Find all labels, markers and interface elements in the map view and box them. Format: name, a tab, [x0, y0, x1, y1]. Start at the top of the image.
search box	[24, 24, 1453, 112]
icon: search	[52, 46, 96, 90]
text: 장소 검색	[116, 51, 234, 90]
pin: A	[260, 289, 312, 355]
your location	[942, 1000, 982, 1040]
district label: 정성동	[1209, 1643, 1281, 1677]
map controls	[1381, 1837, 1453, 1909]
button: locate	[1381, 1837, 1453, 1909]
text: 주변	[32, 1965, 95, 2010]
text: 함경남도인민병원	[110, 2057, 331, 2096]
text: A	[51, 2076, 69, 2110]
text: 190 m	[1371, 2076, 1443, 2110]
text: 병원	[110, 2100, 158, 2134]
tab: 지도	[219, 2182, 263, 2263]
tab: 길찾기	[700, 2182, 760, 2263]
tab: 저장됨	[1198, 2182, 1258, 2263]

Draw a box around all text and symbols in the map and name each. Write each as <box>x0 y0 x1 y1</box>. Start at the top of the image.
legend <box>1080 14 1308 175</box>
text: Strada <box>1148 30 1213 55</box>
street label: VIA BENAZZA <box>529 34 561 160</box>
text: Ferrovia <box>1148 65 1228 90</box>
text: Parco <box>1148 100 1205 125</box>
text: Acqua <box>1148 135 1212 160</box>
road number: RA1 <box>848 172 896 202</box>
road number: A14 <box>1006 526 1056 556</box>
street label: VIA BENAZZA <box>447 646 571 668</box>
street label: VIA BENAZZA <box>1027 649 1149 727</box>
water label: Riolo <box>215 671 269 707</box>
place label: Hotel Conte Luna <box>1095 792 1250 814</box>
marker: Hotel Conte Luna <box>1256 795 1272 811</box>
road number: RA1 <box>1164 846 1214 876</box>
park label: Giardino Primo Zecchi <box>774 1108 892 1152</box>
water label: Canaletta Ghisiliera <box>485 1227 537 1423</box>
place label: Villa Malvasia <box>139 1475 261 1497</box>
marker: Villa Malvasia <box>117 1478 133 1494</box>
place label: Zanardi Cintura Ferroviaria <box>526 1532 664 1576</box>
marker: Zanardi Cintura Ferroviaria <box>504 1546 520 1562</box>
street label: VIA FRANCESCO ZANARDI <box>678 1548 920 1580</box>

---*---

Print exactly the lines from the one with "Draw a box around" through the last line of the material, including both, and no others.

Task result -
Draw a box around all text and symbols in the map and name each. Write each as <box>x0 y0 x1 y1</box>. Start at the top of the image.
legend <box>1080 14 1308 175</box>
text: Strada <box>1148 30 1213 55</box>
street label: VIA BENAZZA <box>529 34 561 160</box>
text: Ferrovia <box>1148 65 1228 90</box>
text: Parco <box>1148 100 1205 125</box>
text: Acqua <box>1148 135 1212 160</box>
road number: RA1 <box>848 172 896 202</box>
road number: A14 <box>1006 526 1056 556</box>
street label: VIA BENAZZA <box>447 646 571 668</box>
street label: VIA BENAZZA <box>1027 649 1149 727</box>
water label: Riolo <box>215 671 269 707</box>
place label: Hotel Conte Luna <box>1095 792 1250 814</box>
marker: Hotel Conte Luna <box>1256 795 1272 811</box>
road number: RA1 <box>1164 846 1214 876</box>
park label: Giardino Primo Zecchi <box>774 1108 892 1152</box>
water label: Canaletta Ghisiliera <box>485 1227 537 1423</box>
place label: Villa Malvasia <box>139 1475 261 1497</box>
marker: Villa Malvasia <box>117 1478 133 1494</box>
place label: Zanardi Cintura Ferroviaria <box>526 1532 664 1576</box>
marker: Zanardi Cintura Ferroviaria <box>504 1546 520 1562</box>
street label: VIA FRANCESCO ZANARDI <box>678 1548 920 1580</box>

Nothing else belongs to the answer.